When the user submits a PBS job, the mother superior of the user's job forks off a "shepherd" process that decrypts the user's password using the secret key, and then obtains a new process authentication group and AFS token. The PBS prologue is then run, followed by the user's job. The shepherd process will wake itself up one hour before the AFS token expires to renew the token. This continues until the job completes. The epilogue is then run, and then the shepherd job is killed off, and the AFS token is discarded.

Note that PBS is not the only system that PSR can be used with; this scheme is general enough to work in most situations. PBS just happens to be the only one that we provide a patch for.


Consequences of this design

Although this scheme is relatively safe from external hacking (nothing is completely safe from external hacking), it does mandate that the users must trust the system administrators -- the system administrators will be able to retrieve the user's plain text AFS password. Good system administrators will not abuse this system, but it is one possibility for abuse, and is important enough to be explicitly mentioned here. Also, some sites have policies that explicitly disallow the ability of anyone (even system administrators) from knowing or obtaining other users' clear text passwords.

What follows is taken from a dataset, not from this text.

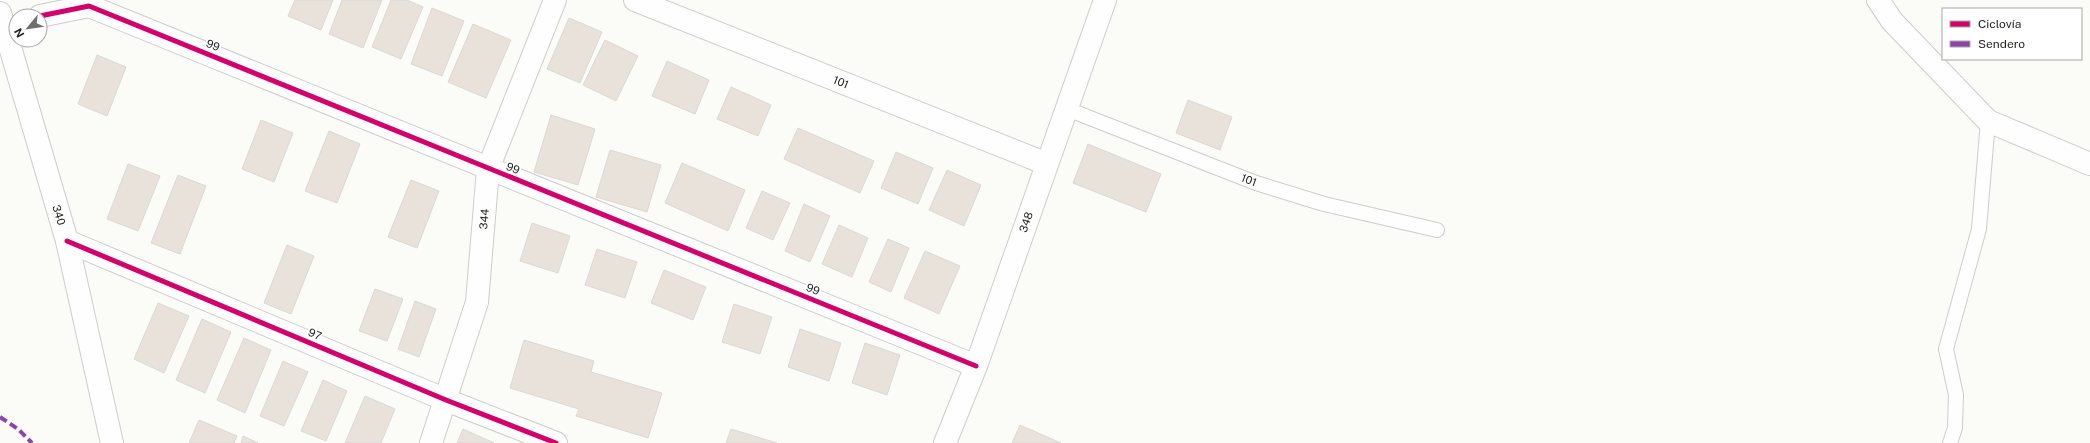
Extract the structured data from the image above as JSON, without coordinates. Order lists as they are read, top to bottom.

As such, this scheme may or may not be compatable with your site's local policies. Consult with your system administrators and/or management before installing and using this system.


Use of PSR with multiple systems

PSR can easily be used with multiple systems. This can be done by running pwstore with multiple public keys and storing the encrypted result in different files. For example, a user can run pwstore with public keys A, B, and C. The encrypted passwords are then stored in $HOME/.psr_authr/a.epass, $HOME/.psr_authr/b.epass, and $HOME/.psr_authr/c.epass, respectively.

When running on the A system, A compute nodes with use A's secret key to decrypt $HOME/.psr_authr/a.epass to obtain the plain text password and obtain an AFS token. Simlarly, the B compute nodes used B's secret key to decrypt $HOME/.psr_authr/b.epass, etc. This is a particularly useful model when the A, B, and C systems are owned and operated by different groups.


When users change their password

Note that when users change their AFS passwords, they must re-run the pwstore program to re-encrypt their password for PSR. Indeed, if the user has jobs running when the password is changed, the next time that the shepherd wakes up, it will use the new password to refresh the token.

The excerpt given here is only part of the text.